I was to fly three nonpilot, non-weather-minded passengers to the beach. This was a vacation trip, natch. In spite of my urgings to make a dawn-patrol departure, the three arose somewhere around 8 a.m., then lolled around the house for another hour or so, drinking coffee and packing. The whole time, I was trying to urge them on, telling them about how flying late in the day can mean turbulence and yes, even thunderstorms.
I was becoming a very unpopular Dutch uncle, a scold, a bring-down. In short, not very vacationlike. That's because I'd been briefed about the risk of severe storms along the route later in the day. By the time I'd herded my passengers into their cars and we'd arrived at the airport it was 11 a.m. Then came the preflight check of the airplane, the loading of the passengers (who by now I had come to consider more load than passengers), the final check of the weather (of course, a few random air-mass precipitation cells had begun to pop), and the — yes! — takeoff at noon. Long story short: An hour later we were on the ground, waiting out a line of thunderstorms.
Here's another tale from my rain-soaked logbook:
Flight of two. Me with more weather-flying experience than the other pilot. I'm up at 5 a.m.; other pilot sleeps in until 7 or so. I let him get the preflight weather briefing, but I get one of my own at 5:30. He gets his at 9. Weather's supposed to be good, he says. OK, fine.
You guessed it. We get to the airport at noon and futz around for another hour. While he preflights his airplane, I'm on the cell phone, getting the last word on the weather — a very, very important step before departure. Now it's not so fine. Embedded cell tops at 25,000 feet and rising fast.

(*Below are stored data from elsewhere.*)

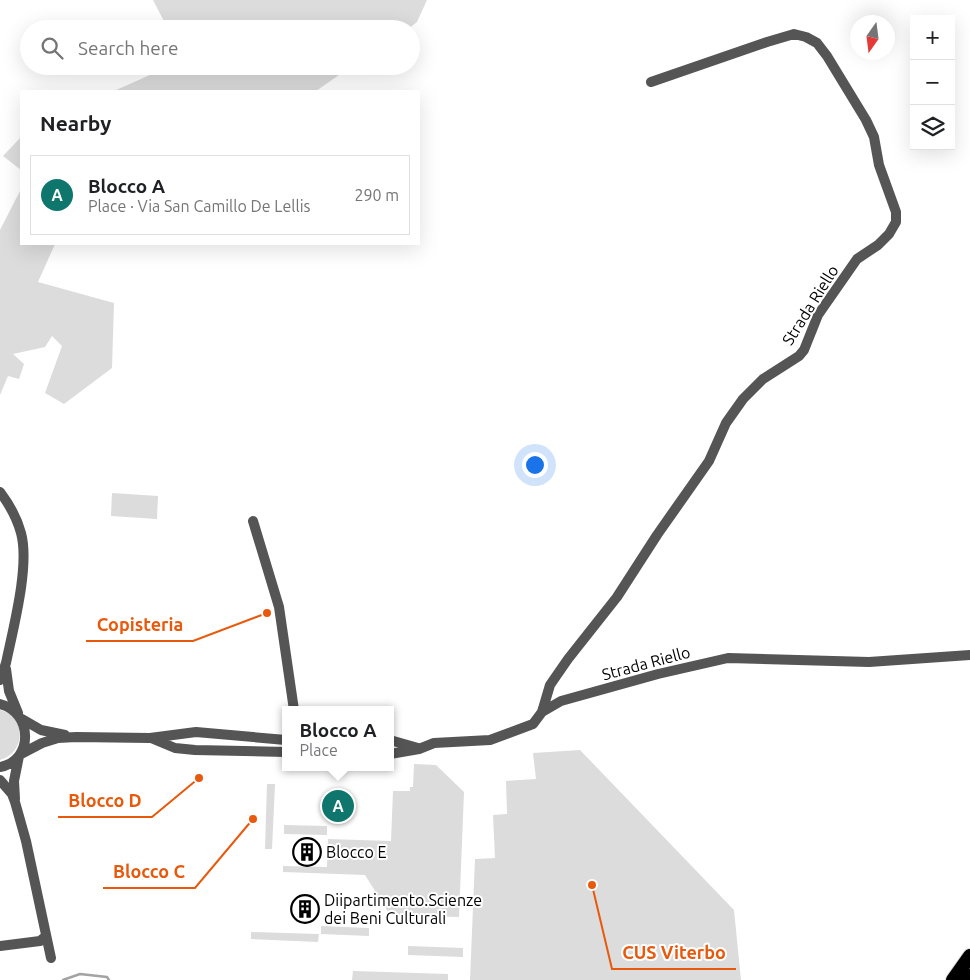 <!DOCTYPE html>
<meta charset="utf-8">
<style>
body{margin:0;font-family:Ubuntu,sans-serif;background:#f2f2f2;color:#202124}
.controls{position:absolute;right:15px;top:15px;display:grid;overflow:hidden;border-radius:0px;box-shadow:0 5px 20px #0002}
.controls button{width:45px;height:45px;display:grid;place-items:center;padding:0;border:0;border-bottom:1px solid #e0e0e0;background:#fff;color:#202124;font:25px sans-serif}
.compass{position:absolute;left:850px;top:15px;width:45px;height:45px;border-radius:50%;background:#fff;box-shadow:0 5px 20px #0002;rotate:194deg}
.you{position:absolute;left:534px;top:464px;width:18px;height:18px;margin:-12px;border:4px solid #fff;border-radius:50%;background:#1a73e8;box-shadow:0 0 0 8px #1a73e833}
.badge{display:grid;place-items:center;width:32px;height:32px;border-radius:50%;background:#0f766e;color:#fff;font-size:16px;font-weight:700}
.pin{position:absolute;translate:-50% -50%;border:2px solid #fff;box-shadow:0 1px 5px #0006}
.popup{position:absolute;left:282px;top:706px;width:112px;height:65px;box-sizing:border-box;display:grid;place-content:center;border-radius:0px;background:#fff;filter:drop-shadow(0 1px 4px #0005);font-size:16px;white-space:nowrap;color:#757577}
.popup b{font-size:19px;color:#202124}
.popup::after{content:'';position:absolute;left:50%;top:100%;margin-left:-10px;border:10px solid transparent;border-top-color:#fff}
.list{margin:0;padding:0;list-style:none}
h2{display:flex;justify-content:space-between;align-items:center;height:65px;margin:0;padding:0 20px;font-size:21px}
h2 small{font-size:16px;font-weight:400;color:#757577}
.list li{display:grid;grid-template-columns:32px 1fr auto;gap:15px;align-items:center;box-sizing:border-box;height:80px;margin:0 10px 10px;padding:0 10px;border:1px solid #e0e0e0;border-radius:0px}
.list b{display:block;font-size:19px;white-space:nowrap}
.list p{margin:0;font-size:16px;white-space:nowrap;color:#757577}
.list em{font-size:16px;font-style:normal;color:#757577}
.icon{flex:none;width:28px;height:28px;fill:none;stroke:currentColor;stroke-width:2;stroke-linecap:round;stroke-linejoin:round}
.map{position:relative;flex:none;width:970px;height:980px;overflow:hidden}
.search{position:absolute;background:#fff;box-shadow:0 5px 20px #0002;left:20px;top:20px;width:400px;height:55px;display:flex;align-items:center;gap:12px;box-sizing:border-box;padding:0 18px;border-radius:28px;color:#757577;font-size:19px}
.panel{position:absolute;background:#fff;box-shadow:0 5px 20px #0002;left:20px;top:90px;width:400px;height:155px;border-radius:0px}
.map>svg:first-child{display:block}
.green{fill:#dcdcdc}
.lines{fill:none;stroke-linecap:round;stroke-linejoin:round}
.stream{stroke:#a3a3a3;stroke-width:2.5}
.trunk-casing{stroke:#dbdbdb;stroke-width:16}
.minor{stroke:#555;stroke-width:10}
.trunk{stroke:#000;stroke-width:14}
.labels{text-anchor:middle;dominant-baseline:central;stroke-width:4;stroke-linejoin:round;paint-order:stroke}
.street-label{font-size:16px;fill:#000;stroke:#fff}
.poi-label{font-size:16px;fill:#000;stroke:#fff;text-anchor:start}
.leader{fill:none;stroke:#e8590c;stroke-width:2}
.callout-dot{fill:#e8590c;stroke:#fff;stroke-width:2}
.callout-label{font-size:18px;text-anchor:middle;font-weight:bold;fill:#e8590c;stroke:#fff;stroke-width:4;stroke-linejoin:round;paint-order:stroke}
</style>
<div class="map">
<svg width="970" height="980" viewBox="0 0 970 980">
<rect width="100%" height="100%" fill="#fff"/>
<path class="green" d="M 153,0 L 427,0 L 417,22 L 408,29 L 168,29 Z
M 170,66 L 352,66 L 316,91 L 114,91 Z
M 21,137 L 21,170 L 3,156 Z
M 21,189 L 21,244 L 55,244 L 38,282 L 114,303 L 112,368 L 64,404 L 45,393 L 62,346 L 52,336 L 45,347 L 13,354 L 24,364 L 19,379 L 8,376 L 0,395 L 0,230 Z
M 112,493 L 158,496 L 157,519 L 111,516 Z
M 0,710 C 27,716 26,753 0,760 Z
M 580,750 L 734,910 L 741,980 L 470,980 L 475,859 L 495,858 L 493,815 L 507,814 L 506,781 L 536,779 L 533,753 Z
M 414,764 L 436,765 L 464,792 L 459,917 L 390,915 L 365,875 L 283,872 L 283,866 L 327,867 L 328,839 L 391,841 L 393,791 L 410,791 L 410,787 L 413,787 Z
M 267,784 L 275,784 L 272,849 L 265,849 Z
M 284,825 L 327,826 L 327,835 L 284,834 Z
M 321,926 L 369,928 L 369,936 L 321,934 Z
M 251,932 L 319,934 L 318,942 L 251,939 Z
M 408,946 L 463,948 L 463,957 L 408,955 Z
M 353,971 L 448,974 L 448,980 L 352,980 Z"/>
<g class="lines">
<path class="stream" d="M 63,980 L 80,974 L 107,977 L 109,980"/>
<defs>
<path id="trunk" d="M 953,980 L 970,956
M 967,980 L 970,976"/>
</defs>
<use href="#trunk" class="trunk-casing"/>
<path class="minor" d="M 0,492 C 9,504 17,518 21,533 C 30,566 13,629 6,663 L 0,680
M 253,521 L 279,607 L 294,710
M 6,669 L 9,691 L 18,713
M 0,704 C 33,712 34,761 0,767
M 542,712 L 550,685 L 568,659 L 617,597 L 657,535 L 709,461 L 726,423 L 743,399 L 763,379 L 799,356 L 804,350 L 818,315 L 857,259 L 878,245 L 889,234 L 896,222 L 896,212 L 879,165 L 874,137 L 866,120 L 827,56 L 817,43 L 806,37 L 794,34 L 767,42 L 651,82
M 22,719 L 41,730 L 65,735
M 151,738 L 175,748 L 195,750 L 286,752
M 390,740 L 418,748
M 21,754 L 42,743 L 58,738 L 76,737 L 150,738 L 196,732 L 286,740
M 390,754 L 419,749 L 434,743 L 490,740 L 533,724 L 542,712 L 561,701 L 658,674 L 728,658 L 869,662 L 970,655
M 0,780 L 12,794 L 15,802 L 26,841 L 51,958
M 15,799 L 14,781 L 19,756
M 0,946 L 40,941 L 45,937"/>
<use href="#trunk" class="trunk"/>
</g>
<defs>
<symbol id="building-ring" viewBox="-11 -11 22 22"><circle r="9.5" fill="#fff" stroke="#000" stroke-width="1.5"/><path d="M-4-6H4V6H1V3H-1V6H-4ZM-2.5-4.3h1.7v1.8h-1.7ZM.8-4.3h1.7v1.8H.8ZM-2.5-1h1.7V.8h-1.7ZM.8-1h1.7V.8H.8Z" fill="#000"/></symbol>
</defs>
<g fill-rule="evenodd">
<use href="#building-ring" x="291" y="836" width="32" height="32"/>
<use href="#building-ring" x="289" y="893" width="32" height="32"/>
</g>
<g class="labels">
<g class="street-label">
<text transform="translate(810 305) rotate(-58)">Strada Riello</text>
<text transform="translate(646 663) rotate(-15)">Strada Riello</text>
</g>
<g class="poi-label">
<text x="326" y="852">Blocco E</text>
<text x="324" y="900">Diipartimento.Scienze<tspan x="324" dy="18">dei Beni Culturali</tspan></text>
</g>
</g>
<path class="leader" d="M267 613L193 641H86M199 778L152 817H58M253 819L195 888H103M592 885L612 969H736"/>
<g class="callout-dot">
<circle cx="267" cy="613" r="5"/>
<circle cx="199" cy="778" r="5"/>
<circle cx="253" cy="819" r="5"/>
<circle cx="592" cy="885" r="5"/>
</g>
<g class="callout-label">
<text x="140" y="631">Copisteria</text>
<text x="105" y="807">Blocco D</text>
<text x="149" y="878">Blocco C</text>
<text x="674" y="959">CUS Viterbo</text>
</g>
</svg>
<div class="controls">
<button>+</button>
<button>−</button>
<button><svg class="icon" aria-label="layers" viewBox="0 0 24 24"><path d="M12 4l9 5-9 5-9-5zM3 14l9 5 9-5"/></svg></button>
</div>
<svg class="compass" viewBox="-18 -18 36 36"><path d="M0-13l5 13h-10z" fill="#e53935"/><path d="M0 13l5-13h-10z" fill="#757577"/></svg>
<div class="you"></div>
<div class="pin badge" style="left:338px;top:806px">A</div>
<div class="popup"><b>Blocco A</b>Place</div>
<div class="search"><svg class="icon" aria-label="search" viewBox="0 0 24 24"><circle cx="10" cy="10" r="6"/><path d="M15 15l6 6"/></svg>Search here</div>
<section class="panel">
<h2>Nearby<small></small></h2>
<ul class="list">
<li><span class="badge">A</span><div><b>Blocco A</b><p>Place · Via San Camillo De Lellis</p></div><em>290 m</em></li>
</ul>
</section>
</div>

Now he's ready to climb in and taxi out. I break the news and we end up circumnavigating some huge buildups right across our flight-planned route. It turned out well, but only because I made that last-minute check and because we were able to keep our distance visually from the (very impressive and numerous) cumulonimbus clouds. We squeaked between a couple of doozies. If we had been flying in clouds the story could have had a different outcome.
All of this could have been avoided by launching early. And I'm certain that many of those 204 thunderstorm accidents (two-thirds of them fatal) could have been avoided by the same ultra-simple tactic.
So let's resolve to do our best this season to:
Will the launch-early rule always work? Of course not. Steady-state thunderstorm complexes of the sort that plague the Midwest can linger for days, and even intensify at night. These mesoscale convective complexes (MCCs) are fed by a constant flow of southerly winds that shunt moisture from the Gulf of Mexico northward. MCCs often park themselves to the northeast of large high-pressure systems. They're huge, and have been known to affect entire states. Dawn-patrol tactics won't work against them, or .ny storms associated with fast-moving cold fronts. In fact, their thunder may be your wakeup call!